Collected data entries
☆ ☆ ☆ ☆ ☆ ☆ ☆
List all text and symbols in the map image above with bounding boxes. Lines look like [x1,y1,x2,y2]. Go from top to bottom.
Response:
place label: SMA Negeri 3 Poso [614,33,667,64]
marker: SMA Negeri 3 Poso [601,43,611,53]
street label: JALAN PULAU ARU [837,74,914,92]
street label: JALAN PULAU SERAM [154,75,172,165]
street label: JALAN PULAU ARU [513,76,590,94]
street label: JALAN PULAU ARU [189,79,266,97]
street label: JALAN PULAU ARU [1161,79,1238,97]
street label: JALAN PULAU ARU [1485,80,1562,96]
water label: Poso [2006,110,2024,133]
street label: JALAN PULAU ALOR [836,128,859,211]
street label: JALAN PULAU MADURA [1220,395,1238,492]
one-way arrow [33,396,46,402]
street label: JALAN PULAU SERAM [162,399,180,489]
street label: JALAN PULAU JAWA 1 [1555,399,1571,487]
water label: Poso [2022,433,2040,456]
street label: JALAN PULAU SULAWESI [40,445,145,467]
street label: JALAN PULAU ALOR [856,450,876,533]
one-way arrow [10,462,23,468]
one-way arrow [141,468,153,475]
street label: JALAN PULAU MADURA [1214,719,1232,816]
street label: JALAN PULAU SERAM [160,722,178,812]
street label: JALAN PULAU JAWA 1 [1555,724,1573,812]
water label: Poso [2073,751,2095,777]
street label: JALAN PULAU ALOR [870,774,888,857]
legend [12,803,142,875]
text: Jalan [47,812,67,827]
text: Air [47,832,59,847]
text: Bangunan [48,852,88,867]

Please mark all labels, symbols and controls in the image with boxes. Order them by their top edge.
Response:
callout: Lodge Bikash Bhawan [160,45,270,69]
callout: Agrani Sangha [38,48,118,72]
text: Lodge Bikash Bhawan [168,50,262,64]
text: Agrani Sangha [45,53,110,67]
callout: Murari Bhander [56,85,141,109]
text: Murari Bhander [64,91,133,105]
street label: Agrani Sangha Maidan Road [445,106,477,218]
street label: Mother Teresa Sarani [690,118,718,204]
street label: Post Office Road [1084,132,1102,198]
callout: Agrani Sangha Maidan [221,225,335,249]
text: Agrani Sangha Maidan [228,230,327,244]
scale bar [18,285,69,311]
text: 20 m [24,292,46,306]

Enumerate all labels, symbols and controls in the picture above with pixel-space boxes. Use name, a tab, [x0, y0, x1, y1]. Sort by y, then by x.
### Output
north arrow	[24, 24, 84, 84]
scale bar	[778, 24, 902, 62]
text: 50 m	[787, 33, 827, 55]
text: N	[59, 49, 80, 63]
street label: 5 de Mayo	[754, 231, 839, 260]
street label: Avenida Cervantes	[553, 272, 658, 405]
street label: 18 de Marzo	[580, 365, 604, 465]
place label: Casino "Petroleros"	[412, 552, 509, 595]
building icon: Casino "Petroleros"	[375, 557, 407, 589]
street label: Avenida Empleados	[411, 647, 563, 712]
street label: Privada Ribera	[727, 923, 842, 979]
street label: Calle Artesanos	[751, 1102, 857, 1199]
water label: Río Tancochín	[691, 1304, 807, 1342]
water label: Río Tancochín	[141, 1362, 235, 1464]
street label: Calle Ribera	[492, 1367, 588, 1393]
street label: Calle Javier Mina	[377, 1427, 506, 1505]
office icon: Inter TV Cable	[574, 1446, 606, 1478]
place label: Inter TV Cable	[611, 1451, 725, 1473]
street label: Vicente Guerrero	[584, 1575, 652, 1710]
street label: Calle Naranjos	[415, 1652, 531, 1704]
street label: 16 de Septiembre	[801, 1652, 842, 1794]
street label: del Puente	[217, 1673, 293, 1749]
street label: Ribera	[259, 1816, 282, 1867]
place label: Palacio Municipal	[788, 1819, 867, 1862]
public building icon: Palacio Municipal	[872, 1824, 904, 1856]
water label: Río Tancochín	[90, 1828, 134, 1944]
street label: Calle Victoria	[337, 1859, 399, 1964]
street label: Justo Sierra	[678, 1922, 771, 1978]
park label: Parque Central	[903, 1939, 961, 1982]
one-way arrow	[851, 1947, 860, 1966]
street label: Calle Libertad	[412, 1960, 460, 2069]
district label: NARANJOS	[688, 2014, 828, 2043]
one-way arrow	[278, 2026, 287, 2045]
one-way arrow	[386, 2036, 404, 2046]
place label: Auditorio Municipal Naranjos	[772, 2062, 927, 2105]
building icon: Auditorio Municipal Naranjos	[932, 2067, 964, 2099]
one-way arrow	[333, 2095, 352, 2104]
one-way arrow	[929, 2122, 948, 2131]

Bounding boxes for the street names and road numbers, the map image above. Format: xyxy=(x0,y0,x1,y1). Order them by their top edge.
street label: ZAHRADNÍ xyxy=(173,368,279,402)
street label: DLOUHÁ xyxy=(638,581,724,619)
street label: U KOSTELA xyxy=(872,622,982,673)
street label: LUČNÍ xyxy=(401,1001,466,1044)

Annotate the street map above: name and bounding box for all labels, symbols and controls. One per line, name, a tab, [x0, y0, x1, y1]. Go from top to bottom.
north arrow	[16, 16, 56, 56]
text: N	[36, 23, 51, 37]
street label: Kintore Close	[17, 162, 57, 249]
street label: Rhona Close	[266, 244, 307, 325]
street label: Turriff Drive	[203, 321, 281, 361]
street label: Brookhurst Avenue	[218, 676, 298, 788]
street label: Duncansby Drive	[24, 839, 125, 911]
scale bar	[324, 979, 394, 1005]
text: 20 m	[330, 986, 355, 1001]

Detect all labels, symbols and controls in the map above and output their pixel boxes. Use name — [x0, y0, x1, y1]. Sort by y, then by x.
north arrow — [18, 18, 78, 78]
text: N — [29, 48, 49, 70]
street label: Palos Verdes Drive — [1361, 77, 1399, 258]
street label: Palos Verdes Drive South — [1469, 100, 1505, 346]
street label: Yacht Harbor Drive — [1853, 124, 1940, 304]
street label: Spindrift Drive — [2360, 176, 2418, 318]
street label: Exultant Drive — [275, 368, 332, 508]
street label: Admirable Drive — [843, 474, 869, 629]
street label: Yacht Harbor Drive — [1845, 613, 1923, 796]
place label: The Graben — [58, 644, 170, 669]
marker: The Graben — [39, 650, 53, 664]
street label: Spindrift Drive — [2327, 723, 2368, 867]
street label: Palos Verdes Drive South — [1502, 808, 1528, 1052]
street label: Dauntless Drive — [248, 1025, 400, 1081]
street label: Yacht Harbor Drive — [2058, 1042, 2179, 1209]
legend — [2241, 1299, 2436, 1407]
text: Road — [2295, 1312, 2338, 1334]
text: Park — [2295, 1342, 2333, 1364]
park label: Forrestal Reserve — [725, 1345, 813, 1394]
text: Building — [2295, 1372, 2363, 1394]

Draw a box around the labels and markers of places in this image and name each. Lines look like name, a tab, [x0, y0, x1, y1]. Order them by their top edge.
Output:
☆ ☆ ☆ ☆ ☆ ☆ ☆
> What is expected
Tell how many lines above include the word "look". Give the number alone.

> Exercise result
2